Important: Note that you must lodge this notice with your super fund, and receive acknowledgement from your super fund before you lodge your tax return. The trustee (you, when talking about a SMSF), then uses the notice to determine the treatment of the contributions for benefit component purposes, and to report the contributions in the super fund’s tax return.
Background: According to the ATO, you must lodge a notice of intent to claim a deduction with your super fund before whichever of the following occurs first:
- the day you lodge your income tax return for the year the contributions were made
- the end of the income year after the income year in which you made the contributions.







That didn’t really answer my question. It was about the rule change on 1st July 2007
This was my question…As I understood it at the time, so long as the money was in the fund at 28/06/06, I could then withdraw any of it the following month (and did) I was over sixty and retired at the time. I believe that changed on 1 July 2007 so that the money not only had to be in the fund in the year the gain was made, but had to stay there until the fund actually received the Section 82AAT (1A) notice. Can you confirm that at that time, June 2007, there was no requirment for the money to still be in the fund when the 82AAT notice was provided.
Hi Thelma
Thanks again for your question, and clarification of your original question.

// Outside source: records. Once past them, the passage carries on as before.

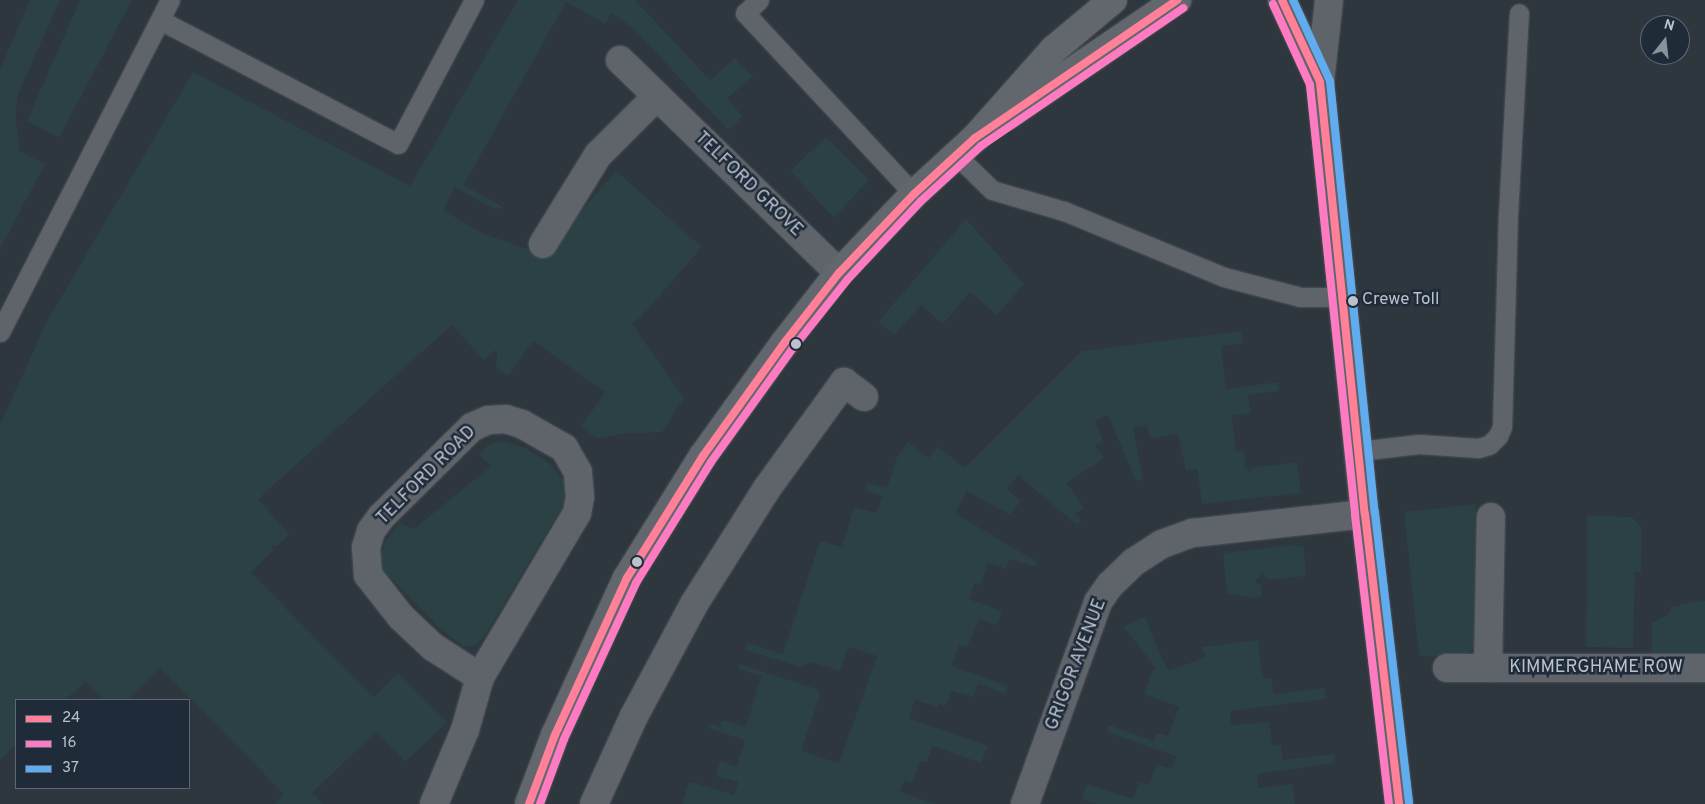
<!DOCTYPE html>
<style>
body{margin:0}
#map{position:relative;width:1705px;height:804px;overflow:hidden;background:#2e363e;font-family:Overpass,sans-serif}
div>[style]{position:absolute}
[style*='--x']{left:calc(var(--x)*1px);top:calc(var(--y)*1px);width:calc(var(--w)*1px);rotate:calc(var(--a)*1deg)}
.green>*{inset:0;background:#2b4144}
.roads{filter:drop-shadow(0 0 1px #4d5258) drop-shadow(0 0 1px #4d5258)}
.service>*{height:19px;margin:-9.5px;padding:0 9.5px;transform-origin:9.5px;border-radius:9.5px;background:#5f646b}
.minor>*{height:28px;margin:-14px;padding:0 14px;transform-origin:14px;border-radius:14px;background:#5f646b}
.tertiary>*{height:28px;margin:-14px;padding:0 14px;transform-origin:14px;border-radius:14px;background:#5f646b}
.primary>*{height:28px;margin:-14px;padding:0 14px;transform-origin:14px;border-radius:14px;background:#61676d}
.bus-1>*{height:8px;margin:-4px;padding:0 4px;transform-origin:4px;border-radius:4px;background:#ff8098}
.bus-2>*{height:8px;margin:-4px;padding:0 4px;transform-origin:4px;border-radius:4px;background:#fe7ac1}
.bus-3>*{height:8px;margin:-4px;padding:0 4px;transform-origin:4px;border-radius:4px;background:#60acee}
.dots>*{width:14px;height:14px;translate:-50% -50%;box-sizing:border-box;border:2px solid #202b3a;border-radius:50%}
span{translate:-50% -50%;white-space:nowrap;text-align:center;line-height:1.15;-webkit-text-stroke:5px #202b3a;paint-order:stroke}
.bus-label{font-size:17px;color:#bac2cd}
.left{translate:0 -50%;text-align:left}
.street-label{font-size:18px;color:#bac2cd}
.legend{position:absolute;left:15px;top:699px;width:175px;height:90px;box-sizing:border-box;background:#202b3a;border:1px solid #5e6775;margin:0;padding:6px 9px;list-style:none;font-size:15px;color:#bac2cd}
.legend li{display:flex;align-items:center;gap:10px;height:25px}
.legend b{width:25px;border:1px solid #5e6775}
.north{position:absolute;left:1640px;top:15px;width:50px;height:50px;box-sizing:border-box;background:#202b3a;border:1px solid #5e6775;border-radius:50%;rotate:16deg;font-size:14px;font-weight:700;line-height:20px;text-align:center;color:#bac2cd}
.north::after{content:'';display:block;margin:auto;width:18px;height:22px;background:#89919b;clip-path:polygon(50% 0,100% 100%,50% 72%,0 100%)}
</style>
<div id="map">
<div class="green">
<i style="clip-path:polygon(30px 0,60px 0,25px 78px,17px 99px,16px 119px,20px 151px,45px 164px,0 249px,0 70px)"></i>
<i style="clip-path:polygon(80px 0,132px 0,59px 138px,27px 121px)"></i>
<i style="clip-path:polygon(518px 0,635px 0,710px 80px,735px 58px,753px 77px,727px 98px,743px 117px,728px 130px,634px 29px,612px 13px,605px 24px,566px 2px,464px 185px,503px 207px,501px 210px,496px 207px,494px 209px,455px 187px,443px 210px,481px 233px,543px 254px,616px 171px,702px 247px,641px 317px,632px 324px,684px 398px,662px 432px,619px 434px,598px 439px,581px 427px,605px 392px,533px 341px,508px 376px,496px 368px,497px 349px,484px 360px,452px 325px,258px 499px,289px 534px,277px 546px,270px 545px,274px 549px,251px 573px,374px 697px,398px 673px,447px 722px,405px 762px,376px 732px,312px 793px,323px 804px,275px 804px,284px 794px,160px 668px,127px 700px,104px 700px,85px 682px,65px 700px,16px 700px,16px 745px,0 760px,0 425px,46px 323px,193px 72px,410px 186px)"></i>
<i style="clip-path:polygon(826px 137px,869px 180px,834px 218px,790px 171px)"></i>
<i style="clip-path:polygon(966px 219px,1024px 284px,997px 315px,970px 292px,943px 324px,921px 305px,895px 335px,878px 322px)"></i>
<i style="clip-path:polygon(1241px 331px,1243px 343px,1221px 346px,1226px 389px,1278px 382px,1279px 391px,1248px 395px,1251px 413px,1232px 416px,1236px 452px,1244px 451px,1246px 463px,1243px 465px,1250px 472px,1255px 467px,1297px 462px,1301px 493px,1202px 504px,1197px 469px,1186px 471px,1178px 434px,1151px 439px,1147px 425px,1133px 428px,1143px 479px,1136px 481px,1108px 415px,1095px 421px,1103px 441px,1095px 446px,1104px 458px,1067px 483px,1084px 508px,1075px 514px,1081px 521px,1077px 525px,1018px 475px,1007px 489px,1021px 501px,1010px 515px,967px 491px,955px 513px,1037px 562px,1035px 567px,1010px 559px,1006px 569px,988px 563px,981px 585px,975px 583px,969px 599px,1002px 611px,997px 625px,979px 619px,967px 647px,959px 645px,952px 666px,1008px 686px,1006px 694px,978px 684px,974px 697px,952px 691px,946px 706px,939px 704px,938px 707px,915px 700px,909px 718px,988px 746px,981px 763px,932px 746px,927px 763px,920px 761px,912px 783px,904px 780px,900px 792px,935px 804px,682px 804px,689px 781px,734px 795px,738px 782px,716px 776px,720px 761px,737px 766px,745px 740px,707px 728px,709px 724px,720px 727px,722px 720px,746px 727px,761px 676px,738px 669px,740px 664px,817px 689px,820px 695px,801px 751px,839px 763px,877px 656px,848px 647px,840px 671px,810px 662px,800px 667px,745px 650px,748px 643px,783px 654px,820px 541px,842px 547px,854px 507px,877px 513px,882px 496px,865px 490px,868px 483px,887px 488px,897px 457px,908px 442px,929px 458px,938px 447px,965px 468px,1082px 351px)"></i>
<i style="clip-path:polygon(503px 441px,526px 448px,549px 463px,566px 483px,567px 494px,564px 504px,484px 637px,476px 645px,464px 647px,439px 628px,381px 568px,379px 558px,386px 541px,396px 527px,400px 523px,414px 529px,491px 466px,479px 454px,490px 444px)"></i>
<i style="clip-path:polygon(1476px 504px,1474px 647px,1470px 652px,1459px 658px,1419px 656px,1404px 512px)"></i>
<i style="clip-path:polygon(1587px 515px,1632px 517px,1642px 528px,1641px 572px,1635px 572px,1633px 648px,1586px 647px)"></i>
<i style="clip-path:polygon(1292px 545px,1304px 547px,1306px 576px,1270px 580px,1262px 574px,1255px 581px,1261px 586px,1262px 596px,1253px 598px,1227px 593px,1223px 553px)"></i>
<i style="clip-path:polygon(1697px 601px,1705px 601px,1705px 657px,1651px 658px,1652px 623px,1668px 614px,1672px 607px)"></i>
<i style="clip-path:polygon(1145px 617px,1163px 662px,1165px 662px,1169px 671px,1205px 657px,1202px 647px,1258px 640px,1263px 678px,1271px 678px,1274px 694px,1325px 688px,1326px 699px,1230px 711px,1231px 725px,1269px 722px,1272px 745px,1281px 744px,1283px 760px,1334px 754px,1335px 763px,1257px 774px,1259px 788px,1293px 784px,1295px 804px,1096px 804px,1081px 799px,1087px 784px,1133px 799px,1139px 782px,1149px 785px,1156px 764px,1172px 769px,1176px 756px,1107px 732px,1109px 725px,1154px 741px,1157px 733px,1168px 736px,1179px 707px,1144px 694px,1152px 671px,1156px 668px,1123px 626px)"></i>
</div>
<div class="roads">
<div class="service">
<i style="--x:759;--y:0;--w:19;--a:137"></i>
<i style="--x:745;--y:13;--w:248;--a:47"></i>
<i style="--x:160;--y:20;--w:268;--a:27.5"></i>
<i style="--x:398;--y:144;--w:163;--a:-62.2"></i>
<i style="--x:956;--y:155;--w:50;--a:44.2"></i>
<i style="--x:992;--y:190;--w:75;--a:16.3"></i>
<i style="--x:1064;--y:211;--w:173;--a:22.4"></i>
<i style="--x:1224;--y:277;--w:79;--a:14.7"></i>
<i style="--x:1300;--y:297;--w:43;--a:0"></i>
<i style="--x:0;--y:332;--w:373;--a:-62.9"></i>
<i style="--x:1359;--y:451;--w:60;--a:-6.7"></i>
<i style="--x:1419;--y:444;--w:59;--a:3.9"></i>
<i style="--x:1478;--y:448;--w:11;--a:-15"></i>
<i style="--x:1489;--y:445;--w:13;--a:-45"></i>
<i style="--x:1498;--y:436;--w:10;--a:-66"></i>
<i style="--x:1502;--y:427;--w:212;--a:-88.4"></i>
<i style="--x:1508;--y:215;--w:202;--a:-86.9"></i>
</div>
<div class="minor">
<i style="--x:620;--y:60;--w:52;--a:44.2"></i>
<i style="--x:543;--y:244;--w:105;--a:-58.3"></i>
<i style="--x:598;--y:155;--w:83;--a:-45"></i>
<i style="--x:657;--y:96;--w:254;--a:44.2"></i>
<i style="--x:1447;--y:668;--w:258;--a:0"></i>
<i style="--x:1488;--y:668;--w:151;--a:-88.9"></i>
<i style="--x:434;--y:804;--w:80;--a:-67.3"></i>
<i style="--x:465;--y:730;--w:55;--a:-74.2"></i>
<i style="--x:480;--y:677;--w:191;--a:-59.4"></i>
<i style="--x:577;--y:513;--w:16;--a:-79"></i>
<i style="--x:580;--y:497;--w:25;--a:-95"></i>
<i style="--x:578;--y:472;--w:28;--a:-120"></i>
<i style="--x:564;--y:448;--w:48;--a:-150.3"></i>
<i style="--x:522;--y:424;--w:17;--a:-163"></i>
<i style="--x:506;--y:419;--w:18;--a:177"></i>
<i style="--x:488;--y:420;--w:17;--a:156"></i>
<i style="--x:472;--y:427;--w:128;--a:135.3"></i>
<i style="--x:381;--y:517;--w:17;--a:126"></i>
<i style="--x:371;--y:531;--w:17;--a:107"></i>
<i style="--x:366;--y:547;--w:28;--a:86"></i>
<i style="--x:368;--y:575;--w:53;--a:51.8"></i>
<i style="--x:401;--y:617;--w:44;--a:43.2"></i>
<i style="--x:433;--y:647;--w:56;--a:32.6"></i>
<i style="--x:594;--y:804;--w:97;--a:-65.6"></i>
<i style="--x:634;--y:716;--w:127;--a:-61.8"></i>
<i style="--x:694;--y:604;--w:138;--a:-57.7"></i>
<i style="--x:768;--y:487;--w:130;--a:-54.1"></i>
<i style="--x:844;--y:382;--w:25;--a:37"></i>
<i style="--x:1025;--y:804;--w:215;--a:-70.1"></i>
<i style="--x:1098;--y:602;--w:21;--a:-55"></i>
<i style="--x:1110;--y:585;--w:33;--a:-44"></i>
<i style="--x:1134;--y:562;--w:33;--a:-33"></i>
<i style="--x:1162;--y:544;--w:33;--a:-20"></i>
<i style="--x:1193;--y:533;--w:173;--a:-6.3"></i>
</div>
<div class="tertiary">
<i style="--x:1282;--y:0;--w:89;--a:64.9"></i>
<i style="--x:1329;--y:0;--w:82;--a:96.3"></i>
<i style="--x:1320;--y:82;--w:434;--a:84.1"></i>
<i style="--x:1365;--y:514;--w:292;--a:83.3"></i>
</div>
<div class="primary">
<i style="--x:1007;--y:116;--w:206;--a:-34.3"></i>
<i style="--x:529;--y:804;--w:74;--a:-69.4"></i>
<i style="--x:555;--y:735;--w:173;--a:-65.4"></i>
<i style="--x:627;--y:578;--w:144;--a:-58.1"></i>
<i style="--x:703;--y:456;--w:140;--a:-54.3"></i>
<i style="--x:785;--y:342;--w:88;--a:-52"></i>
<i style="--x:839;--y:273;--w:109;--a:-46.5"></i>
<i style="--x:914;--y:194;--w:83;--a:-42.6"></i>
<i style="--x:975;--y:138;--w:118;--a:-48.4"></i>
<i style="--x:1053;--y:50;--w:78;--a:-39.8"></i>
</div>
</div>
<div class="bus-1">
<i style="--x:1282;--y:0;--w:90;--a:65.1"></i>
<i style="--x:1320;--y:82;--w:434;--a:84.1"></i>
<i style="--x:1365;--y:514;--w:292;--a:83.3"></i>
<i style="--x:529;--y:804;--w:74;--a:-69.4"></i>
<i style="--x:555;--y:735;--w:173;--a:-65.4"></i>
<i style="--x:627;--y:578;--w:144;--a:-58.1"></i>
<i style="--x:703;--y:456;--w:140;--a:-54.3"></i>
<i style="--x:785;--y:342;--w:88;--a:-52"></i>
<i style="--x:839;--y:273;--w:109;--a:-46.5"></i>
<i style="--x:914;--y:194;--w:83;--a:-42.6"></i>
<i style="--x:975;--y:138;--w:245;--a:-34.3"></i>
</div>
<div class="bus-2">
<i style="--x:1273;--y:4;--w:89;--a:65.4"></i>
<i style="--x:1310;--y:85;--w:432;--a:84"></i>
<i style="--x:1355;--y:515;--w:291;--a:83.3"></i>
<i style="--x:540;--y:804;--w:69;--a:-69.7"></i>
<i style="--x:564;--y:739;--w:172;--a:-65.2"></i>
<i style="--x:636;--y:583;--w:142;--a:-58.2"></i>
<i style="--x:711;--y:462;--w:140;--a:-54.3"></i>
<i style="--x:793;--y:348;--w:87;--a:-51.5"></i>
<i style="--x:847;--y:280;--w:108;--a:-46.9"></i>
<i style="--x:921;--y:201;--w:81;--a:-42.5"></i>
<i style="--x:981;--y:146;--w:245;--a:-34.3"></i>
</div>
<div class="bus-3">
<i style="--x:1293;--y:0;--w:89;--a:65.4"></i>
<i style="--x:1330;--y:81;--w:434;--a:84.1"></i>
<i style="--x:1375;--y:513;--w:292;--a:83.3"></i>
</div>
<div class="dots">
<i style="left:1353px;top:301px;background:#bac2cd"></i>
<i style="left:796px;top:344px;background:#bac2cd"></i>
<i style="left:637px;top:562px;background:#bac2cd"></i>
</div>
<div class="bus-label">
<span class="left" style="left:1362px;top:301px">Crewe Toll</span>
</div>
<div class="street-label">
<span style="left:748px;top:185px;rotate:44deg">TELFORD GROVE</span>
<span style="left:427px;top:476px;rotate:-45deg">TELFORD ROAD</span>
<span style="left:1077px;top:665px;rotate:-69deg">GRIGOR AVENUE</span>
<span style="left:1596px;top:668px">KIMMERGHAME ROW</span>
</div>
<ul class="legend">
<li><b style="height:6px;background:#ff8098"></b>24</li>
<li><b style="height:6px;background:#fe7ac1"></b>16</li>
<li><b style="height:6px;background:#60acee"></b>37</li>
</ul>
<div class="north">N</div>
</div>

Before I respond, I need to emphasise that SuperGuide is an information website rather than an advisory website, which means that what I am about to say is merely a product of research of publicly available information, and is designed to help point you in the right direction. You will need to verify the rules by asking the ATO for a specific ruling, or chat to a superannuation specialist adviser.
My understanding is that under the s82AAT regime, there were no time limits placed on the lodgement of the s82AAT notice, except obviously it would need to be lodged before claiming a tax deduction for the contribution in an income tax return for a particular financial year (and the individual must have received an acknowledgement of receipt of the notice from the super fund trustee).
Note that this general rule of ‘no time limits’ doesn’t seem to apply where those contributions that are subject to the s82AAT notice were used to start an income stream. I believe that under the rules applicable before July 2007 and after July 2007, that a notice of intention to claim a deduction had to be submitted before the income stream was started, although I can find no legal authority to back up this view, and there is no information available on this issue on the ATO website, or anywhere else that I can find.
Under s290-170(2), the legislation specifically states that an individual cannot give a deduction notice to a fund trustee, when the trustee has begun paying an income stream based on whole or part of the contribution, although such a requirement is not specified in the old section 82AAT. The lack of information on this issue should prompt a response from the ATO if you approach them with your question. I am very interested to hear the outcome, and hopefully one of our accountant readers may have a long memory and be able to shed some light on the issue.
Under the previous rules (that is before July 2007), there was some flexibility to allow for rectification if an individual forgot to lodge a notice and had started an income stream. The process was to commute the pension and revert to accumulation phase, and then submit the notice and then recommence the income stream (pension). I strongly suggest you check with the ATO about your options in these circumstances before taking any steps available, if any.